From hijacked search results to weaponized job interviews and cunning phishing ploys, cybercriminals and state-backed actors are finding new ways to outsmart defenses. A newly identified China-aligned group, GhostRedirector, has compromised at least 65 Windows servers worldwide using the Rungan C++ backdoor. Meanwhile, North Korean hackers linked to the “Contagious Interview” campaign have been exploiting cyber threat intelligence platforms to monitor infrastructure, identify new assets, and evade detection. Adding to the wave of threats, PayPal users are being targeted by a phishing scam that uses spoofed emails to trick victims into adding a secondary account user, giving attackers direct access to their funds.
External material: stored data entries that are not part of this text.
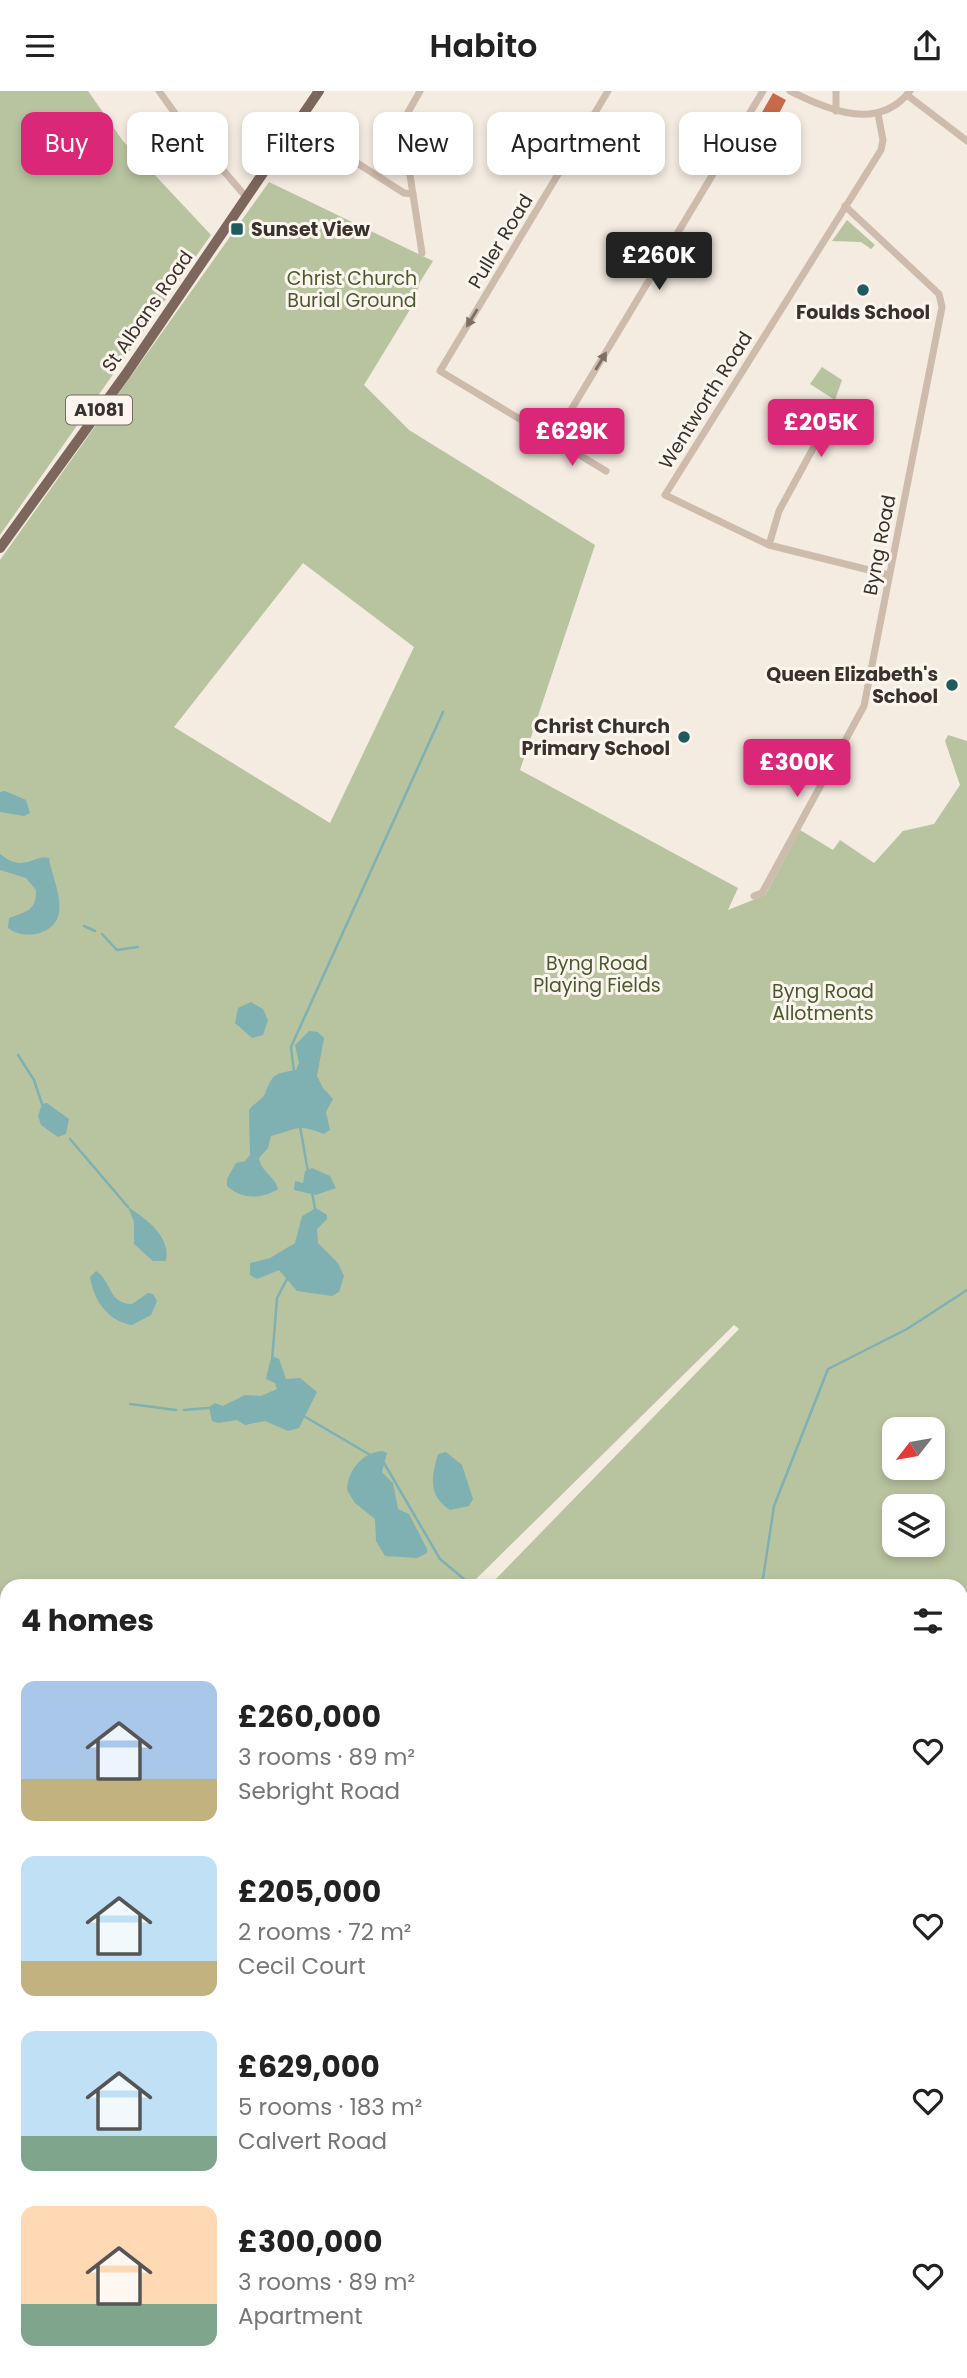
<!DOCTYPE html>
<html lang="en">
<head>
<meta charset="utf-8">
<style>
  :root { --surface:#fff; --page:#f2f2f2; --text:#222; --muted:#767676; --accent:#db2777 }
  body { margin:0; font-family:Poppins,sans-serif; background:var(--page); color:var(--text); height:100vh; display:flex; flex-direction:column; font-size:26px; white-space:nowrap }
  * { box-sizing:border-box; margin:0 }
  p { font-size:23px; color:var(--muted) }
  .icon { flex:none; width:38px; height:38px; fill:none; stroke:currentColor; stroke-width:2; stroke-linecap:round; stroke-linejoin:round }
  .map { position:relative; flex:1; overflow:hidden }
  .details { position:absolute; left:0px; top:1488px; width:968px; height:800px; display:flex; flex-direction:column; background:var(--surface); border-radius:21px 21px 0 0; box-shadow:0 4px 10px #0003 }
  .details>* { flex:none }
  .top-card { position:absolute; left:21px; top:21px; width:926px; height:63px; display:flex; gap:14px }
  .needle { width:46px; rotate:239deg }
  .controls { position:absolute; left:882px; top:1326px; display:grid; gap:14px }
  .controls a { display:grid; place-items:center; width:63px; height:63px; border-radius:14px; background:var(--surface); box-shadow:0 4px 10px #0003; font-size:35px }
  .price { position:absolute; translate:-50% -60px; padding:0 16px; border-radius:7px; background:var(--accent); color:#fff; font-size:23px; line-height:46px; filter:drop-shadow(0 2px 4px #0008) }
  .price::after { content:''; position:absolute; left:50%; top:42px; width:21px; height:16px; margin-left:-10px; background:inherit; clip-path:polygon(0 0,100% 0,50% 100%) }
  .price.current { background:#222; color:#fff }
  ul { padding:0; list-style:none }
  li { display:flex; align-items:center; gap:21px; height:175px; padding:0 21px }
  li span { display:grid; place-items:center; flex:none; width:196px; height:140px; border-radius:14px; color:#555 }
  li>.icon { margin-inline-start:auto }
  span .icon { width:84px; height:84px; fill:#fffc; stroke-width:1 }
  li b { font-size:30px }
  h2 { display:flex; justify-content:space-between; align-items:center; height:84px; padding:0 21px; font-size:30px }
  .tag { padding:0 24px; border-radius:14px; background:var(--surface); box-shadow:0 4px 10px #0003; font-size:24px; line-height:63px }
  .tag.current { background:var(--accent); color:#fff }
  header { display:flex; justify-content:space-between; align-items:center; height:91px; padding:0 21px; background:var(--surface); font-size:32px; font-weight:600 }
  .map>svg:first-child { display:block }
</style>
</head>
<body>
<header><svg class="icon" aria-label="menu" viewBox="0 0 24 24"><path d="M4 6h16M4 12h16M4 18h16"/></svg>Habito<svg class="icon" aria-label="share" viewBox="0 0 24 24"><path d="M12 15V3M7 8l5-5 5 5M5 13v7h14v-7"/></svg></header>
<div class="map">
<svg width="967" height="2287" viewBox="0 0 967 2287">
  <rect width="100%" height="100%" fill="#f4ebe1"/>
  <g fill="#b8c4a0" fill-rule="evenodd">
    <path d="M0,0H88L123,50L211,144L0,444Z"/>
    <path d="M269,91L433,170L420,191L414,212L364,294L409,339L595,454L520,679L738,797L728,819L765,804L800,739L833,759L840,749L874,772L903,740L934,733L960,694L945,650L948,644L967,650V2050L961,2048V1494H490L739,1238L734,1234L470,1494H7V2150L0,2167V469ZM303,472L414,556L330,732L174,636ZM894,1339H933V1377H894ZM894,1416H933V1454H894Z"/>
    <path d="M847,129L875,154L871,158L861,151L832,150Z"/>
    <path d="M822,276L842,289L835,309L810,293Z"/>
    <path d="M7,2164V2280H746L742,2287H0V2179Z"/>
  </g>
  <g fill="#7fb0b2">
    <path d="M5,700L26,709L30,722L24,725L0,721V701Z"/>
    <path d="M0,763C24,783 33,763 49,767C52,790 76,830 40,842C29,845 17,844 8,837L9,827C25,821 37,820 36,799L26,787L0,779Z"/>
    <path d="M251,911L263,918L268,929L263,944L252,947L235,932L238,917Z"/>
    <path d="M309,940L318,941L324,947L317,985L323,997L333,1008L326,1021L330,1039L324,1043C296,1032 298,1038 271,1045L268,1057L259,1067C261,1081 275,1085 278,1098C262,1108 242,1109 227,1095V1088L236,1072L245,1070L250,1064L249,1019C253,1013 262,1009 265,1003C273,982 274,983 296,979L299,972L295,954Z"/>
    <path d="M47,1012L69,1028L66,1043L58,1046L41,1034L38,1025L42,1013Z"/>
    <path d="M312,1077L330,1085L336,1097L316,1104L294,1099L295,1090L303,1092L305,1080Z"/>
    <path d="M128,1116C146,1128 171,1145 166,1170H153L134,1153V1131Z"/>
    <path d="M316,1117L327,1124V1128L317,1138L318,1152L338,1172L344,1185L339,1201L332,1205L297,1200L279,1179L257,1188L250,1184V1172L270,1167L295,1152L302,1125Z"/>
    <path d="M96,1180C112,1190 108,1213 132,1213L148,1202L153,1203L157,1210L151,1224L132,1234C108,1230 94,1210 90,1186Z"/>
    <path d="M274,1266L279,1268L286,1288L300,1287L317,1301L299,1337L288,1340L265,1330L245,1334L237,1329L218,1332L212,1330L209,1316L215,1312L223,1315L245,1304L261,1305L277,1298L275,1292L266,1288L270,1270Z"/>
    <path d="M382,1360L387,1362L382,1381L393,1392L398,1418L409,1423L427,1458V1462L417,1467L385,1465L376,1450L375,1428L355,1412L347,1399C348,1380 361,1362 382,1360Z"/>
    <path d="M446,1361L462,1374L473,1408L469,1415L450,1419C428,1405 431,1386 438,1363Z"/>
  </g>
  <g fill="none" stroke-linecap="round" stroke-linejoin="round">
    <g stroke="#7fb0b2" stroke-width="2.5">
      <path d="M84,835L95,840"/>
      <path d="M102,843L117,859L138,856"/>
      <path d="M18,964L34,989L42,1013"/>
      <path d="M294,980L291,956L443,621"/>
      <path d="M300,1035L308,1081"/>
      <path d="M70,1048L128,1116"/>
      <path d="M312,1101L315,1118"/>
      <path d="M272,1270L277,1207L287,1188"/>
      <path d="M130,1313L176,1319"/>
      <path d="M184,1319L208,1317"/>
      <path d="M302,1324L372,1365"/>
      <path d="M384,1372L440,1468L471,1494"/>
      <path d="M762,1494L774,1415L828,1278L907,1238L967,1199"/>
      <path d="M108,2287L112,2280"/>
    </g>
  </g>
  <path fill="#c8694b" d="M773,2L786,9L775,30L761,23Z"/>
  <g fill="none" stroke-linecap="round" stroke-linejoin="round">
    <g stroke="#cdbbac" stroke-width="7">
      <path d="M159,0L179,28L247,107"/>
      <path d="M420,0L402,32L422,162"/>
      <path d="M790,0C829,19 878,41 910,0"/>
      <path d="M836,0V20"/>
      <path d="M907,4L967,50"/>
      <path d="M878,23L883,49L881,59L665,404L769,454L889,484"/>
      <path d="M296,33L404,102L413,103"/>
      <path d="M553,349L763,0"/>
      <path d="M606,380L440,280L608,0"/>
      <path d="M769,454L779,420L822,341"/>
      <path d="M754,805L762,802L864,615L942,216L939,203L845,115"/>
    </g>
    <g stroke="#cdbbac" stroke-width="9">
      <path d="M961,2245L967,2237"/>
      <path d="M934,2287L938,2280"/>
    </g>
    <path stroke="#7d675c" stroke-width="10" d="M0,457L126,283L319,0"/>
  </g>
  <defs><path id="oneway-solid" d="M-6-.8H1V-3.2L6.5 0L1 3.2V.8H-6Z" transform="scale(1.75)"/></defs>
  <g fill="#7d6f65">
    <use href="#oneway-solid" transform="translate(472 227) rotate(121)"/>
    <use href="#oneway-solid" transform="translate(601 270) rotate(-59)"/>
  </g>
  <g fill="#1f5a5e" stroke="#fbf5ee" stroke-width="2.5">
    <rect x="230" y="131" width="14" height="14" rx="3.5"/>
    <circle cx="863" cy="199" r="7"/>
    <circle cx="952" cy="594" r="7"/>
    <circle cx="684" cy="646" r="7"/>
  </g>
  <g text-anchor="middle" stroke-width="6" stroke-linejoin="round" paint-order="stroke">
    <rect fill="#fbf5ee" stroke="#756b66" stroke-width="2" x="66" y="304.5" width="66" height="29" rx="5"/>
    <g font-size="18" font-weight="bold" fill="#3b302b">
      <text x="99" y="325">A1081</text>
    </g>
    <g font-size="19" font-weight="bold" fill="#3b302b" stroke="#fbf5ee" text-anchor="end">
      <text x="251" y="145" text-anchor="start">Sunset View</text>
      <text x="863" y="228" text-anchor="middle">Foulds School</text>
      <text x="938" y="590">Queen Elizabeth's<tspan x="938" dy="22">School</tspan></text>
      <text x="670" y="642">Christ Church<tspan x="670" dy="22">Primary School</tspan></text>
    </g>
    <g font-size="19" fill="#3b302b" stroke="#fbf5ee">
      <text transform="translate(500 150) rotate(-59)" y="7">Puller Road</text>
      <text transform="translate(147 220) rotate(-55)" y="7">St Albans Road</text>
      <text transform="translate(705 309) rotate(-58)" y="7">Wentworth Road</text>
      <text transform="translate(879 454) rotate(-79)" y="7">Byng Road</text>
    </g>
    <g font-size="19" fill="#4a5a2e" stroke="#fbf5ee">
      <text x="352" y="194">Christ Church<tspan x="352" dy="22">Burial Ground</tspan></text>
      <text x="597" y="879">Byng Road<tspan x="597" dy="22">Playing Fields</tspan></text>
      <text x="823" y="907">Byng Road<tspan x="823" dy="22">Allotments</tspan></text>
    </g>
  </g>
</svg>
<div class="controls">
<a><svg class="needle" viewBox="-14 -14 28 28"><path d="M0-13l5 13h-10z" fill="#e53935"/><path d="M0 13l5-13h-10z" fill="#767676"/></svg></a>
<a><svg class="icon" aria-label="layers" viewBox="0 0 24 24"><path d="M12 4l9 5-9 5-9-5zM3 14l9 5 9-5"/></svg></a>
</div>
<b class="price current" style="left:659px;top:201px">£260K</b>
<b class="price" style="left:821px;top:368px">£205K</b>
<b class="price" style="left:572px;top:377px">£629K</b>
<b class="price" style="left:797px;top:708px">£300K</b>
<div class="top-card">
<a class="tag current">Buy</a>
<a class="tag">Rent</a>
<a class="tag">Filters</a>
<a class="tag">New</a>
<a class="tag">Apartment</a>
<a class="tag">House</a>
</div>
<section class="details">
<h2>4 homes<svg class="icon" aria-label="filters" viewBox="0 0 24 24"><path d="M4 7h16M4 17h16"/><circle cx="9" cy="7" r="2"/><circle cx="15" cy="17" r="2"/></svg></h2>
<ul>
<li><span style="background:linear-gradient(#a9c7e8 70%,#c2b280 0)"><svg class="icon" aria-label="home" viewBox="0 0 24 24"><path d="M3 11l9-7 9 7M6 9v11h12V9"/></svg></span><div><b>£260,000</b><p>3 rooms · 89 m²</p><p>Sebright Road</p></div><svg class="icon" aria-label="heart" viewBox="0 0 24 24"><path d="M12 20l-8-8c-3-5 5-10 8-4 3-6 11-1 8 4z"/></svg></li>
<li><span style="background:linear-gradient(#bfe0f5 75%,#c2b280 0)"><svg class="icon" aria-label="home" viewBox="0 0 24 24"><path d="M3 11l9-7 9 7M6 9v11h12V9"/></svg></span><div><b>£205,000</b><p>2 rooms · 72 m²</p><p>Cecil Court</p></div><svg class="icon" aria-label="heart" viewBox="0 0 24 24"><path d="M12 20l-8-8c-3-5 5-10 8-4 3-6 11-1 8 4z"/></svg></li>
<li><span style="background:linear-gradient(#bfe0f5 75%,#7fa58c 0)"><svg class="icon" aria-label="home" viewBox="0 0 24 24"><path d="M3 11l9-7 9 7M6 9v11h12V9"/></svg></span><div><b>£629,000</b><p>5 rooms · 183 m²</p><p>Calvert Road</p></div><svg class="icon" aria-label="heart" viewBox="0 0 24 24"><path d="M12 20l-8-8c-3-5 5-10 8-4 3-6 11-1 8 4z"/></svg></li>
<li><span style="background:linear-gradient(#ffd9b3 70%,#7fa58c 0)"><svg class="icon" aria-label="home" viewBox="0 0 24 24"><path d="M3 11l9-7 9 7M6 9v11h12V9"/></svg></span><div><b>£300,000</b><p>3 rooms · 89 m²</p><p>Apartment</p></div><svg class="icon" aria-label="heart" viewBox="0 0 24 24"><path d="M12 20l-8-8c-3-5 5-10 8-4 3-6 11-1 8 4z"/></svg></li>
</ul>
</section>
</div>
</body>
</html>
Catch up on the biggest cybersecurity headlines from the past 24 hours.
01
A new China-aligned threat actor, GhostRedirector, has compromised at least 65 Windows servers globally with a C++ backdoor Rungan and the malicious IIS module Gamshen to manipulate Google search results.
02
North Korean hackers behind the "Contagious Interview" campaign have been exploiting cyber threat intelligence platforms like Validin, VirusTotal, and Maltrail to monitor their infrastructure, scout for new assets, and evade detection.
03
Russian state-sponsored hackers, APT28 (Fancy Bear), have developed a new malware named "NotDoor," targeting Microsoft Outlook users to steal sensitive data and gain system control.
04
Threat actors are exploiting X’s Grok AI assistant by embedding malicious links in video ad metadata, which Grok then surfaces as clickable replies, lending them credibility and wider reach.
05
A sophisticated phishing scam is targeting PayPal users with spoofed emails that trick victims into adding a secondary account user, giving scammers direct access to their funds.
06
Hackers are exploiting a new AI-powered tool called HexStrike-AI to automate attacks on recently disclosed vulnerabilities (n-day flaws) in Citrix systems, including CVE-2025-7775, CVE-2025-7776, and CVE-2025-8424.
07
Researchers uncovered Frostbyte10, a set of ten critical flaws in Copeland’s E2 and E3 building management controllers that can be chained for unauthenticated root access, jeopardizing food safety, supply chains, and human safety.
08
A critical vulnerability (CVE-2025-57833) in Django's ORM system allows attackers to execute malicious SQL code on web servers. The vulnerability affects Django versions 5.2, 5.1, and 4.2, including the main development branch.
09
Cato Networks, an Israeli cybersecurity company, acquired AI security startup Aim Security for $350 million.
10
Sola Security, a Tel Aviv-based startup, has raised $35 million in a Series A funding round led by S32, with participation from Microsoft’s M12, New Era Capital Partners, and investors.